Offered coronagraphic modes
Different masks are offered for coronographic observations:
- classical dark mask (Lyot stop): 2 opaque disks of diameter 0.7 & 1.4".
These masks are held by metallic wires which cross in the middle and create another small mask that is offered under the name C_0.7_1.4. - one semi-transparent mask (C_0.7_sep_10): on a transparent substrate over a diameter of 0.7" the transmissivity is reduced to 0.4% (0.3%) for H-band (Ks-band).
- two new four quadrant phase masks, one optimized for the H (4QPM_H) and one for the K band (4QPM_K) are offered as of P80 and replace the old 4QPM optimized to work in K band. These masks reduce the intensity of a source by adding a phase shift of pi to the wavefront. Both masks also include a small Lyot mask 0.15" diameter located in the center, which mitigates the effect of residual jitter. Peak attenuation for the masks is ~100, a gain of ~2 with respect to the old 4QPM. More details below and in the User's manunal.

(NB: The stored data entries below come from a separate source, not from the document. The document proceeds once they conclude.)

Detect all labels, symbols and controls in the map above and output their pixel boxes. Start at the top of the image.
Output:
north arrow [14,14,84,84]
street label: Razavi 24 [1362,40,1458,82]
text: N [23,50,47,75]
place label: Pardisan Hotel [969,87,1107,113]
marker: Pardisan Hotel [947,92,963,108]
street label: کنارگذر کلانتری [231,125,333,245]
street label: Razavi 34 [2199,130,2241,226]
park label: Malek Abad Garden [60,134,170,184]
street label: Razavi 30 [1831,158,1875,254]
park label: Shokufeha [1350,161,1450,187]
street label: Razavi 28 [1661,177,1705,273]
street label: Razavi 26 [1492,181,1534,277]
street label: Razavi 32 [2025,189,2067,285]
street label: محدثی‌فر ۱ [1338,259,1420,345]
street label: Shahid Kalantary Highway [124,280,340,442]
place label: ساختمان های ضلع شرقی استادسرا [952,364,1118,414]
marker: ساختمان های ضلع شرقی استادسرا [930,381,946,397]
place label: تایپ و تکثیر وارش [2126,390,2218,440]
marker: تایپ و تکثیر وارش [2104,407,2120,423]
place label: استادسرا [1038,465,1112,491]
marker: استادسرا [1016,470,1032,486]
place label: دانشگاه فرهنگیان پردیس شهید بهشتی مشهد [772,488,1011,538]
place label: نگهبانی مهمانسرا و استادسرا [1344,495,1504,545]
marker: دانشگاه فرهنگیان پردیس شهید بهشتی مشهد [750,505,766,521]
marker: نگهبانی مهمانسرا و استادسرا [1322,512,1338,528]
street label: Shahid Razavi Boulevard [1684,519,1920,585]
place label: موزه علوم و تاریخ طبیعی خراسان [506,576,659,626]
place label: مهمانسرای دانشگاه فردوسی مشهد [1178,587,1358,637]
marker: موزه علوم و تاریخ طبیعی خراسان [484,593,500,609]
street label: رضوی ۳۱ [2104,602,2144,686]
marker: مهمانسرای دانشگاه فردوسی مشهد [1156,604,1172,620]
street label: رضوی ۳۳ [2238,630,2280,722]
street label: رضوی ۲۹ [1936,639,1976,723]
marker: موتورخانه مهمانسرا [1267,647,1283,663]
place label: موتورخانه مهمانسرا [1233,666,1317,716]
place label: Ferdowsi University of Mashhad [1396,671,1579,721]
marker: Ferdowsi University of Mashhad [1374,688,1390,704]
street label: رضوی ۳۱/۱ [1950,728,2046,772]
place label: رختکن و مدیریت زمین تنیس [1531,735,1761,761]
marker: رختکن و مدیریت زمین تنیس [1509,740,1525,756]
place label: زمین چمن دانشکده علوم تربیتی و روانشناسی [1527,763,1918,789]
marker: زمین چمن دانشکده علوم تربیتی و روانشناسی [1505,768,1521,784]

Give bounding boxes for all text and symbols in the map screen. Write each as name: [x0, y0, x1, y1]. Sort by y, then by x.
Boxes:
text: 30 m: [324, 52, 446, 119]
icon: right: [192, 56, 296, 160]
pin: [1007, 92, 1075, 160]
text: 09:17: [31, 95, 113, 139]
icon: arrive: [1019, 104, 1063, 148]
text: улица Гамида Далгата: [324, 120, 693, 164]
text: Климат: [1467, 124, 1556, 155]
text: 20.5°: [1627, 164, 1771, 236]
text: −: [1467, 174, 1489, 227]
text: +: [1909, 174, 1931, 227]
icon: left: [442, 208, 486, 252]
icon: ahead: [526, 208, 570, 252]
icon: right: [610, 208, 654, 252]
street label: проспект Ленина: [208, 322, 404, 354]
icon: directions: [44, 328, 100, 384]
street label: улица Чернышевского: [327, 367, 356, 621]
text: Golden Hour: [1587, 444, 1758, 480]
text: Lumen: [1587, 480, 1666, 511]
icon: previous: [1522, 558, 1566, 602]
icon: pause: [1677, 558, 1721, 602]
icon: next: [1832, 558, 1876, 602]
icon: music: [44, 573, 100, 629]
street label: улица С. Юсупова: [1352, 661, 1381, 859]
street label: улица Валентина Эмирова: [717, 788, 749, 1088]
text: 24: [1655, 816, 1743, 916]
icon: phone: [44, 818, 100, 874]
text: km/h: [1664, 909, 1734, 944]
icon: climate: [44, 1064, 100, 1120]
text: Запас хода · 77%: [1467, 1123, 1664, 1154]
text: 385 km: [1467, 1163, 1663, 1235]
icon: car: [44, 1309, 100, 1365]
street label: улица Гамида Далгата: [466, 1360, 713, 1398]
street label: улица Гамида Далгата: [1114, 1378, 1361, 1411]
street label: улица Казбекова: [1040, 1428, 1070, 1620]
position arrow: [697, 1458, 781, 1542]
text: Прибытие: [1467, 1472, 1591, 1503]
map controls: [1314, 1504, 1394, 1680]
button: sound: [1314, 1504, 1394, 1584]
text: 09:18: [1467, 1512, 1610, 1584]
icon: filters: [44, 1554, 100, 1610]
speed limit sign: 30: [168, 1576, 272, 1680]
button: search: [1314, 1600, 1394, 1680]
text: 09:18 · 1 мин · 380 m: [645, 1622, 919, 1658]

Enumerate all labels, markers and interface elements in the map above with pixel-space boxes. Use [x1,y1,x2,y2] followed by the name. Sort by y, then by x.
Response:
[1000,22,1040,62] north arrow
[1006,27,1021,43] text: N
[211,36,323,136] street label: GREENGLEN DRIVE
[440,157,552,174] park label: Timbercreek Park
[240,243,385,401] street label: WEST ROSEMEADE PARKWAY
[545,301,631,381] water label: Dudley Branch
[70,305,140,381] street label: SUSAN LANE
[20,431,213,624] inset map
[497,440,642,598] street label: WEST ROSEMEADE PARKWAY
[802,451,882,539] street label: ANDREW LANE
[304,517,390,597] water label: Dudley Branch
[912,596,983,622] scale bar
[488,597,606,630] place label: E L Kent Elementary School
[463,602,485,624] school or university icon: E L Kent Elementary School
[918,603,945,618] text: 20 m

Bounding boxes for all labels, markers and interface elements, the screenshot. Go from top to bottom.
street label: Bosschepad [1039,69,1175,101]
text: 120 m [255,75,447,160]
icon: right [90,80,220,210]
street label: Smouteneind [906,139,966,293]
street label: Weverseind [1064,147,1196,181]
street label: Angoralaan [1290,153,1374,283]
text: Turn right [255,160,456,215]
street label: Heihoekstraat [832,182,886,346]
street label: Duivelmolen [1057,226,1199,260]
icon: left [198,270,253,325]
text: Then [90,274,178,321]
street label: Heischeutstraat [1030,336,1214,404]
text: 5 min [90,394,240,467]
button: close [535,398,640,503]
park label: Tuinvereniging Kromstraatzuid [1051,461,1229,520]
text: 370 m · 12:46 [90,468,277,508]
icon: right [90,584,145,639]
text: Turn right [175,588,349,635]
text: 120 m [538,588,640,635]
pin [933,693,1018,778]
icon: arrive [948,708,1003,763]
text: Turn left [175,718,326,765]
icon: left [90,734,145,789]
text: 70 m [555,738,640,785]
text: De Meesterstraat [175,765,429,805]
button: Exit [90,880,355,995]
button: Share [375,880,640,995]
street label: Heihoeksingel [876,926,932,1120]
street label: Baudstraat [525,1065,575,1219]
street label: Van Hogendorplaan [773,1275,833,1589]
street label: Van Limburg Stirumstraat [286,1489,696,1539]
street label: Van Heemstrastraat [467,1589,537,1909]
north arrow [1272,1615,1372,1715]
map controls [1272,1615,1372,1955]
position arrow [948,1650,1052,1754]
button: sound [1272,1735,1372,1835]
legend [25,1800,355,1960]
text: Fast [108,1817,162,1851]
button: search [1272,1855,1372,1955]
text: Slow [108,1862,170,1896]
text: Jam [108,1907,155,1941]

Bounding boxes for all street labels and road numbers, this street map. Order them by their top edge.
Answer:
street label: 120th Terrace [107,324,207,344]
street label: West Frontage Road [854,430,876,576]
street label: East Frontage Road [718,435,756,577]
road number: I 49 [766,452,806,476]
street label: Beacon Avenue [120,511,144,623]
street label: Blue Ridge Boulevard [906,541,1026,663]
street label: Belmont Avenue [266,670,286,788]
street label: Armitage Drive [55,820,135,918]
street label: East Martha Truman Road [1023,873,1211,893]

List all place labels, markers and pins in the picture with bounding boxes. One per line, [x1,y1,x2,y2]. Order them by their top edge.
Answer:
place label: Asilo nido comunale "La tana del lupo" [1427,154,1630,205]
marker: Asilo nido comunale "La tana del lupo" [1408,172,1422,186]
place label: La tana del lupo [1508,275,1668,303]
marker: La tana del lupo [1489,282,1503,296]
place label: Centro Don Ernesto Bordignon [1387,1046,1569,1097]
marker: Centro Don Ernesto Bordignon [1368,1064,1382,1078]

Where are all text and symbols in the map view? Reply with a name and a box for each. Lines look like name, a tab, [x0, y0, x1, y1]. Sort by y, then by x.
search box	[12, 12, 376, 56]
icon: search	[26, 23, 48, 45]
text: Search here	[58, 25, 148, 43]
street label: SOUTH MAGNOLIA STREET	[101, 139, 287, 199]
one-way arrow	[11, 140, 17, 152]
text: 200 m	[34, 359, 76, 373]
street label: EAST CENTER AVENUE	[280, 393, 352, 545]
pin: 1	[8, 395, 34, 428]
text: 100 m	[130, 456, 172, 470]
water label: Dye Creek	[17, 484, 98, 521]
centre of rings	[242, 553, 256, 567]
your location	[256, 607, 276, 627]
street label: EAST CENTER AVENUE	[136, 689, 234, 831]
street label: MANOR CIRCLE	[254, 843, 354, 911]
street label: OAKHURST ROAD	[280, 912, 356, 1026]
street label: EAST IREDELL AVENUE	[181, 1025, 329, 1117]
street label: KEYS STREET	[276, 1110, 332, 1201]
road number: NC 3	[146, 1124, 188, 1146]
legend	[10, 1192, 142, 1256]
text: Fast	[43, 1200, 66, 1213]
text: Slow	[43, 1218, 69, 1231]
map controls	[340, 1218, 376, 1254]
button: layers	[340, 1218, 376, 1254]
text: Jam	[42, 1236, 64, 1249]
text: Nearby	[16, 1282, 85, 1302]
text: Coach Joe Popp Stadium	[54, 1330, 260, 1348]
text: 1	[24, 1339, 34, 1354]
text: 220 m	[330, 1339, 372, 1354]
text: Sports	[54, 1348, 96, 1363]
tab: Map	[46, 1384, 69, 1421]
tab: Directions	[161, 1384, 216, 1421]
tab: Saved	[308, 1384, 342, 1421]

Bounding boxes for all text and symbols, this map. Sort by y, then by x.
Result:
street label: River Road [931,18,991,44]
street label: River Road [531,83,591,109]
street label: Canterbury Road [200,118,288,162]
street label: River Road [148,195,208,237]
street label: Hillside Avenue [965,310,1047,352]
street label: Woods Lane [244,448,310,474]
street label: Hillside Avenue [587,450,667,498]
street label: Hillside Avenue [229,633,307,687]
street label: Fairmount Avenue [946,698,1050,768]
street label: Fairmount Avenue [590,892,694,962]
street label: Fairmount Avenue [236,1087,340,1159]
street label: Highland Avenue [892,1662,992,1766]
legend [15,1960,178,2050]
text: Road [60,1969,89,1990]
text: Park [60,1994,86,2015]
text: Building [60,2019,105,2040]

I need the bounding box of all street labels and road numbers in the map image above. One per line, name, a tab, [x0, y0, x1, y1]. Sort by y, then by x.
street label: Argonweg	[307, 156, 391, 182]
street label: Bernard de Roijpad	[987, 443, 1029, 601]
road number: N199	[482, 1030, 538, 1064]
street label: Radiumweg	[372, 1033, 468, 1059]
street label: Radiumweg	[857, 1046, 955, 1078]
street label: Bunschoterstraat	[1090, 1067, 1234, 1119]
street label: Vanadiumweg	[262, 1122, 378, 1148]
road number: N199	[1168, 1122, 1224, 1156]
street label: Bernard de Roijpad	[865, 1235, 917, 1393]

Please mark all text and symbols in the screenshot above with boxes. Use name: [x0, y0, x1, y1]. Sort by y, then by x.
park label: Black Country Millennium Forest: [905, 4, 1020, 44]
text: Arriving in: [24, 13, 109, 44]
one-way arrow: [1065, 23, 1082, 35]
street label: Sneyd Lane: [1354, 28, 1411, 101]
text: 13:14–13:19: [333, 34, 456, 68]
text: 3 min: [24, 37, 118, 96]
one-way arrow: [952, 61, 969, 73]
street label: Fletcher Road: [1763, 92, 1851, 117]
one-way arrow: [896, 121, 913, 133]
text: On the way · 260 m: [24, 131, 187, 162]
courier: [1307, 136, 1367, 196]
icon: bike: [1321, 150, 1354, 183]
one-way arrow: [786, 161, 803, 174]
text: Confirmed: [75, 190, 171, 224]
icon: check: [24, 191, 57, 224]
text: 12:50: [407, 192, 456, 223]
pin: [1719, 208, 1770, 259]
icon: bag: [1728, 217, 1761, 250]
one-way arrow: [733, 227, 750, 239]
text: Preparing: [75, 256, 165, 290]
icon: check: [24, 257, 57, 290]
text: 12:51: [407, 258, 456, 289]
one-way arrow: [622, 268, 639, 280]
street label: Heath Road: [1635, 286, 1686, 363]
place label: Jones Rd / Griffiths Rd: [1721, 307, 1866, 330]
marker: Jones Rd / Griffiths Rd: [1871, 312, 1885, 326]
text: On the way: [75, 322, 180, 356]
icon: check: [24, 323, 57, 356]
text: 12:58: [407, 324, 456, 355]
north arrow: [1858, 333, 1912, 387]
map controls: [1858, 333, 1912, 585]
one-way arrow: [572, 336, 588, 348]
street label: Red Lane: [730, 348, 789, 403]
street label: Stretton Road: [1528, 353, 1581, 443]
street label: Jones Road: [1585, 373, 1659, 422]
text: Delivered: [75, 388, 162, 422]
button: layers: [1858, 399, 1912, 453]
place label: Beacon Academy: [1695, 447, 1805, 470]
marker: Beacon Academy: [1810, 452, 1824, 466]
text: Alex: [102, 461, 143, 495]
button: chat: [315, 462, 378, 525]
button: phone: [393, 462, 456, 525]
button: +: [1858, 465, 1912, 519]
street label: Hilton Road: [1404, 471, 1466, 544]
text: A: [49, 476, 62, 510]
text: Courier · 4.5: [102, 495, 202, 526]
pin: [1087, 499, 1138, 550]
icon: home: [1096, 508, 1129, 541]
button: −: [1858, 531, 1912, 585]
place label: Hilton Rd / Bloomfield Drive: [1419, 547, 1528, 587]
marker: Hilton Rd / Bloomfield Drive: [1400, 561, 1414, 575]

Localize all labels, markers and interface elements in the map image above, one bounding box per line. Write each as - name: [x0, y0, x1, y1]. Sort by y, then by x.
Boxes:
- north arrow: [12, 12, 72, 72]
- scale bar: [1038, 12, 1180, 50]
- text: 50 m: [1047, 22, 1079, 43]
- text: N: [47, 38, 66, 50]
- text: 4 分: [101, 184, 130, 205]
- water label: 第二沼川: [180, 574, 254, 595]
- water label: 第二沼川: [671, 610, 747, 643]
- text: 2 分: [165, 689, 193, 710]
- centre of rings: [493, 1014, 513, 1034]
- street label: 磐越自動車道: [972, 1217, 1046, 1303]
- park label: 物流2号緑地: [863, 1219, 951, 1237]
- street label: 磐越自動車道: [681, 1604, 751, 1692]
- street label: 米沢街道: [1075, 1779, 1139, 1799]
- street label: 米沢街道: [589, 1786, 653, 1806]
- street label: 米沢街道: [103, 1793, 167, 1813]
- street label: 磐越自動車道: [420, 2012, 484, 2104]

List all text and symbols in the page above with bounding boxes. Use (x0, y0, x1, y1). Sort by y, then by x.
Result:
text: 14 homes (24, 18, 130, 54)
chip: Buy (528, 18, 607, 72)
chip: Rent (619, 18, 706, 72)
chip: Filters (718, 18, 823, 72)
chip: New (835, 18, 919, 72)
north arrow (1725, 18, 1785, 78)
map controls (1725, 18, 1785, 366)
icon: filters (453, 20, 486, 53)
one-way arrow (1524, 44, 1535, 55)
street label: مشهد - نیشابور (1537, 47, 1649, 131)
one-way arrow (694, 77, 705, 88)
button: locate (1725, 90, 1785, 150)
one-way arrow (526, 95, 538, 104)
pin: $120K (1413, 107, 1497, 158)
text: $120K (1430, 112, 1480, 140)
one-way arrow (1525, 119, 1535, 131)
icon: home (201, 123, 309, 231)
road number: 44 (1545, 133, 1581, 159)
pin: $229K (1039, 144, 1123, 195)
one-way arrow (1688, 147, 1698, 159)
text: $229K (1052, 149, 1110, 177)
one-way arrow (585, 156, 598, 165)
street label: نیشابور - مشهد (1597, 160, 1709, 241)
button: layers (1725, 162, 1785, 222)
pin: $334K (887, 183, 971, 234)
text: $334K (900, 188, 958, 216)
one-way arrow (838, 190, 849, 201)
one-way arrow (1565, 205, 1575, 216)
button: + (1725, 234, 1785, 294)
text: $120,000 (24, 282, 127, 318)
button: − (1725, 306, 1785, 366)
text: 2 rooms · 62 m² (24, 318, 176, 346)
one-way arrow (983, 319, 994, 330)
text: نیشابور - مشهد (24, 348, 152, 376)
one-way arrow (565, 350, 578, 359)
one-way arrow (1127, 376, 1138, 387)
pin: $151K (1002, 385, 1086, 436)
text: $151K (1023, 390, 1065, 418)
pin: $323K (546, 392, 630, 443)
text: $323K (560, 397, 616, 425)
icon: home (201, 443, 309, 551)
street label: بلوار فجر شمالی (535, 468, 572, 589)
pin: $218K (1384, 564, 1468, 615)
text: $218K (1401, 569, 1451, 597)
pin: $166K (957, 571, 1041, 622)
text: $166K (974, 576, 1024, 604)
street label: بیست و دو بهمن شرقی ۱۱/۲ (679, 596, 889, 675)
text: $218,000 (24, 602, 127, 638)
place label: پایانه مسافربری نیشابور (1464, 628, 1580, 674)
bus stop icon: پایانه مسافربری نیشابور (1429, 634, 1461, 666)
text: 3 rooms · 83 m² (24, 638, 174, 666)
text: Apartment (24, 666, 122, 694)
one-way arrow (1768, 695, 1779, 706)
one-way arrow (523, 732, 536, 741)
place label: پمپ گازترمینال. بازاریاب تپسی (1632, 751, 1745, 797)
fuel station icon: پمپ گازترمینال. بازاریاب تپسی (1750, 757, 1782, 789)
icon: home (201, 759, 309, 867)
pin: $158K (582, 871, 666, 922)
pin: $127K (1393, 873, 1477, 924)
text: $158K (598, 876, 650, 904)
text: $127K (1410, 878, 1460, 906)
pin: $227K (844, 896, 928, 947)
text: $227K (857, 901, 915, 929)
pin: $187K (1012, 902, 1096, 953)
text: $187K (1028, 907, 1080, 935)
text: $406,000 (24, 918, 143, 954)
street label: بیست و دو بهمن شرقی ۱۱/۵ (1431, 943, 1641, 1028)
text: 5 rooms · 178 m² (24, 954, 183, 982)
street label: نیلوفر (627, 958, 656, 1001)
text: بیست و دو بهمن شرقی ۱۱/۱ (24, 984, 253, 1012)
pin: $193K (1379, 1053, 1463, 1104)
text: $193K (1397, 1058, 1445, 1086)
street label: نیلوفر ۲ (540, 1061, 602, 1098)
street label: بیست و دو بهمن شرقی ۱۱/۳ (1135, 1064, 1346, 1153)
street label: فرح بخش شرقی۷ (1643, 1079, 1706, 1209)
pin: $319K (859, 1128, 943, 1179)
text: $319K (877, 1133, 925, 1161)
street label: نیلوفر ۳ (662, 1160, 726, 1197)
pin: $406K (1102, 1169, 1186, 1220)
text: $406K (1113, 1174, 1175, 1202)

All filters and cameras can be used. See the user manual for restrictions with the 4QPMs.
4QPM coronagraphy can be used in combination with pupil tracking.
| S13 Objective | S27 Objective | S54 Objective | L27 Objective | L54 Objective |
|---|---|---|---|---|
| C_0.7 | C_0.7 | C_0.7 | C_0.7 | C_0.7 |
| C_1.4 | C_1.4 | C_1.4 | C_1.4 | C_1.4 |
| C_0.7_sep_10 | C_0.7_sep_10 | C_0.7_sep_10 | C_0.7_sep_10 | C_0.7_sep_10 |
| 4QPM_K | 4QPM_K | 4QPM_K | ||
| 4QPM_H |
4QPM Night tests
Report from the commissioning team
AB Dor was observed between 0h39UT and 0h51UT, followed by a reference star (HD 41371)
at the same parallactic angle and observed for the same duration.
The Right Ascension of the reference is therefore chosen with a difference equal to the observing time
(here about 30 arcmin) and at the same Declination (differing by about 1°).
In these case the orientation of the telescope pupil with respect to the instrument is more or
less identical and as a result, static phase aberrations or amplitude effects (like spiders)
keep the same orientation in the FOV.
Seeing ranges between 0.66 arcsec and 1.11 arcsec with a median value of 0.90 arcsec.
AO correction was good and stable with Ec=45 ± 5%.
The two stars are very similar: same spectral type K1III and K0III respectively, same
IR magnitudes about mK=4.7 and mH=4.9 according to the 2MASS catalogue, and visible magnitudes
are close mV=6.93 and 7.1 respectively. We combined 6 images of DIT=1s, NDIT=120.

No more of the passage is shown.